One thing I try to pride myself on is my ability to get both sides of the argument, particularly around guns. While I get worked up like everyone and sometimes ascribe motives to some they might not actually have, I do try to step back and think about it calmly. After all, not everyone actually thinks of themselves as a tyrant. Remarkably few do, actually.
But it does get a little annoying when the other side of the debate makes no such attempt.
Take an editorial from the Winston-Salem Journal.
The Wake County sheriff, Gerald Baker, has enough real problems to deal with right now, as do law enforcement officials everywhere. People who want to rush out and buy guns, and people who worry about gun rights more than, apparently, public health and safety, need to give him a break.
I’m sorry, but the accusation that we care more about gun rights than public health is nothing more than an incendiary attempt to frame this as an either/or discussion.
Sheriff Baker was under fire not because of public health concerns, but his failure to balance those concerns with people’s rights.
Few people actually don’t care about public health at a time like this. There’s a reason so many of us are practicing social distancing, keeping home as much as possible, and generally avoiding contact with anyone not part of our immediate family. We’re not stupid.
On the same token, though, we don’t feel our rights should be shuffled aside so easily by the mandate of an elected official.
Not that anyone on the Journal‘s editorial board gives a damn about that, apparently.
Of course, for them, it doesn’t seem to matter about rights at all.
Odds are people wouldn’t be getting their permits any time soon anyway. By the time he called a suspension, Baker’s office had a backlog of 755 pending applications. It would be different if Baker were keeping people from getting something essential — say food or medication. But more guns are not what people need, especially now.
Who are they to determine what I or anyone else needs right now?
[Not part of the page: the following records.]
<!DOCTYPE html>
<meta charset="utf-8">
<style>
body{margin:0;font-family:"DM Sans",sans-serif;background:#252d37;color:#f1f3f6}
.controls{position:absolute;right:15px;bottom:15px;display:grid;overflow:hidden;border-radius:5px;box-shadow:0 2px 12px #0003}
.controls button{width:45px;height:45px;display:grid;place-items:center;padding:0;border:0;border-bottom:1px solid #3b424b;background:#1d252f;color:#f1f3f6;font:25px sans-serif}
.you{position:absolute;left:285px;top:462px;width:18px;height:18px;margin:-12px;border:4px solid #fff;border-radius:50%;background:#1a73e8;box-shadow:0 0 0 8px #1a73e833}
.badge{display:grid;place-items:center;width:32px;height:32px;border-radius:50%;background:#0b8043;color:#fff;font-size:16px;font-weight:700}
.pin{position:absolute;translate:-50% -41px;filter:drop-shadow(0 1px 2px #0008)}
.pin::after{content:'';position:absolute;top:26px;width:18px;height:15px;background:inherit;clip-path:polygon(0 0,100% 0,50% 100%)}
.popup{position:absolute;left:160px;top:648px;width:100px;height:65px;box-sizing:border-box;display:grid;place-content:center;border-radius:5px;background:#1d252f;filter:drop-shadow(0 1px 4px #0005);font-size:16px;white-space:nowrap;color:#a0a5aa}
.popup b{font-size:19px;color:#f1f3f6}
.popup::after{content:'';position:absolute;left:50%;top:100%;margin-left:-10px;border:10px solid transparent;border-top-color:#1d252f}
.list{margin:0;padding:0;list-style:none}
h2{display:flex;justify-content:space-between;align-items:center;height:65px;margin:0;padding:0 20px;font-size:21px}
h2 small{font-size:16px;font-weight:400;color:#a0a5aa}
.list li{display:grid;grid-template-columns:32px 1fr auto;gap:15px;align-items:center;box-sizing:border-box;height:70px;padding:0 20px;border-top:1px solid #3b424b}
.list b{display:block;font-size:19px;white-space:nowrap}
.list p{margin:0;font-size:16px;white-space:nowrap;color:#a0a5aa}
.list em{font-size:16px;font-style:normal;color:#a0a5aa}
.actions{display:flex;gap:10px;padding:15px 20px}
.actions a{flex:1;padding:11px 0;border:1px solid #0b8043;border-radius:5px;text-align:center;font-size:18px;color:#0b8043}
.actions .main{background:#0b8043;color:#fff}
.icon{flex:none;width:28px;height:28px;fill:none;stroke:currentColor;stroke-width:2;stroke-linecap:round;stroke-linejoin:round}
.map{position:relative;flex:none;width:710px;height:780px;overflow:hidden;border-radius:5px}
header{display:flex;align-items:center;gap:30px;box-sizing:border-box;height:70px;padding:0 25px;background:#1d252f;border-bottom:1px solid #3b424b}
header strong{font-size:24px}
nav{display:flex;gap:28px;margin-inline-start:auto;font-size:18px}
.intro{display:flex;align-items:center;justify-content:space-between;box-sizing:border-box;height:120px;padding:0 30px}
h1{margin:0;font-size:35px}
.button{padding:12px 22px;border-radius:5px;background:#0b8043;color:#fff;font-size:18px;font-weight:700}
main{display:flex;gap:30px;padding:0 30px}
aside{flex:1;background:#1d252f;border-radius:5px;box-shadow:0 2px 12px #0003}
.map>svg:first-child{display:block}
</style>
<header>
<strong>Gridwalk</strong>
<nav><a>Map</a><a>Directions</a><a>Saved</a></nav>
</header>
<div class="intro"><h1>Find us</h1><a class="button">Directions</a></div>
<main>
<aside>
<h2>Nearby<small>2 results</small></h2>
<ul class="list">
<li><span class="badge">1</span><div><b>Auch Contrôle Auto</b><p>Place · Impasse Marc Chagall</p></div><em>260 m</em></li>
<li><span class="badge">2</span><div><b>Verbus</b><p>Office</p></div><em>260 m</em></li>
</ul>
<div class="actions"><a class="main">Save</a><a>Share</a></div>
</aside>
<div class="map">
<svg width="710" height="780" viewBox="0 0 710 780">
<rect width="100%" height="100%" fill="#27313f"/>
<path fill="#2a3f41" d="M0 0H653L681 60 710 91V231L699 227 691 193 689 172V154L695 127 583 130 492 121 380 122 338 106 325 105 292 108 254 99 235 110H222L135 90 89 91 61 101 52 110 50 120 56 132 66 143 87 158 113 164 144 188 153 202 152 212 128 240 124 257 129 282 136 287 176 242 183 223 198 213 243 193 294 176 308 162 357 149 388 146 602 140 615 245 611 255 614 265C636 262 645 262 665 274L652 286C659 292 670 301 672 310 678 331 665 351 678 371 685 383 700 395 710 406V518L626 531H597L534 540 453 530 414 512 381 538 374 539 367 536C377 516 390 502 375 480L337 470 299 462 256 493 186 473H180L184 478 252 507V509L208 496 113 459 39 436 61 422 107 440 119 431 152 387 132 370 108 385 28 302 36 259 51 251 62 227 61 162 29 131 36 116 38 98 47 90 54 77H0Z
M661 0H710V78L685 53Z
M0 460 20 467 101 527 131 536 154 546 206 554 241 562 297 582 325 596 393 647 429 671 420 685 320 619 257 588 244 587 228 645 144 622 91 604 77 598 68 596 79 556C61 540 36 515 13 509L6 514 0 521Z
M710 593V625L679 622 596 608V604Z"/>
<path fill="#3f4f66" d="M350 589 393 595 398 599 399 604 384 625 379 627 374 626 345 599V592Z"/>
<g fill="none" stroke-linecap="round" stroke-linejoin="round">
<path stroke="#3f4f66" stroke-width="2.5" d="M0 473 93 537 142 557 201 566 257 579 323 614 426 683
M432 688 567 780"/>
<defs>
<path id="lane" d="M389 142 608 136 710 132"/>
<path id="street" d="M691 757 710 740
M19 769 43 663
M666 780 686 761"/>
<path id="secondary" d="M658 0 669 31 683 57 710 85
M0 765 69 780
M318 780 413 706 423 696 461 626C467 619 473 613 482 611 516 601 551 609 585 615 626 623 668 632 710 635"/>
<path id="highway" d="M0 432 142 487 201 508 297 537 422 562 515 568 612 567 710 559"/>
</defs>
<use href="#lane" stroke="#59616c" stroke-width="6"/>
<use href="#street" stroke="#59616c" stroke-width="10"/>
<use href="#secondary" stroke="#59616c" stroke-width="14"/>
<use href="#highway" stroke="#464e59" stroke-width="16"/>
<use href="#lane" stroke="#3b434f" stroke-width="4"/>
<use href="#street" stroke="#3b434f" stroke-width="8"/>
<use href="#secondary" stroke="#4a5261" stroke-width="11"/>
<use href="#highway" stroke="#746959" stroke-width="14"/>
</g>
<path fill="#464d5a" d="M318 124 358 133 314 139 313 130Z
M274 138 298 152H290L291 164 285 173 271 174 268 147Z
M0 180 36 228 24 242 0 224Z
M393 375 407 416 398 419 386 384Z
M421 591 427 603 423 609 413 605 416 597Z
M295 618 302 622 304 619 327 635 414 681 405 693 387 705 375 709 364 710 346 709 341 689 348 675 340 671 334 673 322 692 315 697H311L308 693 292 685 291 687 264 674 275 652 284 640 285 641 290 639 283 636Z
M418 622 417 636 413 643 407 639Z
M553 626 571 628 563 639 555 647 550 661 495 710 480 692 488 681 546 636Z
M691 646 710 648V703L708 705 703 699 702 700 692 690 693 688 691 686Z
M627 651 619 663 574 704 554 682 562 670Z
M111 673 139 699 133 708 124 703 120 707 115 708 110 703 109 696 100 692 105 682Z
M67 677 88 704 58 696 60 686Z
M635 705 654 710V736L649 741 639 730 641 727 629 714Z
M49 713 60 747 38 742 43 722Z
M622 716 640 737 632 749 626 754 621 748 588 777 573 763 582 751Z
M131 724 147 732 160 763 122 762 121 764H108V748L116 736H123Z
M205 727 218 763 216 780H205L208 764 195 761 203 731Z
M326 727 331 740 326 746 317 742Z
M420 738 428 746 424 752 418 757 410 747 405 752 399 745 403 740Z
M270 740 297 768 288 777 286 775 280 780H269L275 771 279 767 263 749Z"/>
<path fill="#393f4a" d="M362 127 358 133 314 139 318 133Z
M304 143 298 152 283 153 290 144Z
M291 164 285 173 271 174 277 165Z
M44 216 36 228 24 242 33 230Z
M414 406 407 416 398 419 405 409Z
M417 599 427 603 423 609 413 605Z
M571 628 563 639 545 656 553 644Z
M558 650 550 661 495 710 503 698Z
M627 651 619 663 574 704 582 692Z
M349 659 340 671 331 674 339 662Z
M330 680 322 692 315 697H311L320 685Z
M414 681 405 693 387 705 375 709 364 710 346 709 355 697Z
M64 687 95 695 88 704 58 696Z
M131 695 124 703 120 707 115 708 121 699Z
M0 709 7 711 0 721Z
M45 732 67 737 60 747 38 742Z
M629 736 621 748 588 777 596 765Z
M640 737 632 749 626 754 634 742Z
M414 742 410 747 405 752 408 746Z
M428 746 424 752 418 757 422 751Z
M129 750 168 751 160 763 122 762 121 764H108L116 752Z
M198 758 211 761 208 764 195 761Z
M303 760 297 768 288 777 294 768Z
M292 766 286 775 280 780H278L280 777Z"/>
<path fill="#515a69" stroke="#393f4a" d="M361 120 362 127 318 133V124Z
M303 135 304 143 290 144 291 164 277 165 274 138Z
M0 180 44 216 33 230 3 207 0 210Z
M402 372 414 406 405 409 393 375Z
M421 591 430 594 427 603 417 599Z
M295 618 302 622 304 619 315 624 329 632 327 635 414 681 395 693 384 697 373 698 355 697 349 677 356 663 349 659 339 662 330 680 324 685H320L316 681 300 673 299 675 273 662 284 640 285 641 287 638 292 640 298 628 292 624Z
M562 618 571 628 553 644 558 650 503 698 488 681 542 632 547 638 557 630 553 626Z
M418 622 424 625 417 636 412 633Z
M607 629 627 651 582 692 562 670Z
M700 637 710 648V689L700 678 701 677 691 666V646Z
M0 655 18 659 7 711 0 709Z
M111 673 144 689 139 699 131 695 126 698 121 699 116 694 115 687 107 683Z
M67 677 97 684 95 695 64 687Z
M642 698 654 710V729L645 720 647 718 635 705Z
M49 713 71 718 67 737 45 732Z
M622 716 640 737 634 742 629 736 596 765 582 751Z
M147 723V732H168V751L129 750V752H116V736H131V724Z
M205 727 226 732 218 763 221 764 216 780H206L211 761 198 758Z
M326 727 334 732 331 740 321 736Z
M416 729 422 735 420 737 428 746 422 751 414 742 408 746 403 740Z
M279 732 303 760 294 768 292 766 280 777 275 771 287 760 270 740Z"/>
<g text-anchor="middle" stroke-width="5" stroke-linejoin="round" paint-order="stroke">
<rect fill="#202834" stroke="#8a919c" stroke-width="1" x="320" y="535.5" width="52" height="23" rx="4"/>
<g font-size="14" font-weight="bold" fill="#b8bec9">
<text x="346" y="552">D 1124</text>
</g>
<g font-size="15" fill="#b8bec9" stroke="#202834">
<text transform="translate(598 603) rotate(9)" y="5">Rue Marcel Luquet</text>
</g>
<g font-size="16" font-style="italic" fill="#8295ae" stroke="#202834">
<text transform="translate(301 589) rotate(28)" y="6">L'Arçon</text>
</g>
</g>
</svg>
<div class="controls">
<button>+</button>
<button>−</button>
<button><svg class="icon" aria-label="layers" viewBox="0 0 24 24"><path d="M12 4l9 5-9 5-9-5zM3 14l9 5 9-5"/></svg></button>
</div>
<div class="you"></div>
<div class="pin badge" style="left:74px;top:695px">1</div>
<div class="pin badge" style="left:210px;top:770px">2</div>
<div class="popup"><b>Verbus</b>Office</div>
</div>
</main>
Besides, someone’s needs and someone’s rights have little to nothing to do with one another. The Second Amendment doesn’t have a clause that allows governments to just ignore it whenever people get sick.
Sure, a case can be made that when a right directly contributes to people getting sick, then maybe it’s time to curtail that right. That’s the thinking behind banning gatherings and church services, for example.
Yet getting a gun permit doesn’t endanger the public health to any appreciable degree. Folks have a greater likelihood of getting the virus at the grocery store than they do while getting or issuing a permit.
But if we’re going to play the need game, then let’s try this hypothetical on for size.
During the current emergency, it’s understandable that some newspapers wish to devote precious resources to various topics such as crime, politics, and lifestyle. They’d likely continue covering sports if there were any sports to cover. However, the current emergency necessitates a different approach. Newspapers don’t actually need to pen editorials on political matters during this difficult time. They need to focus their limited resources on disease-related news exclusively.
Now, do you think that would fly with the editorial board at the Journal?
Probably not. It shouldn’t. Our rights don’t go out the window because of COVID-19 and that includes the right to a free press.
It also includes the right to keep and bear arms, which the editorial board would do well to remember going forward.
None of us on this side of the discussion are oblivious to the public health concerns, but I’m personally getting sick of those concerns being used as an excuse to curtail the rights of law-abiding Americans. Just because some journalists who know everything they know about guns from watching bad action movies don’t think we need them just makes it that much worse.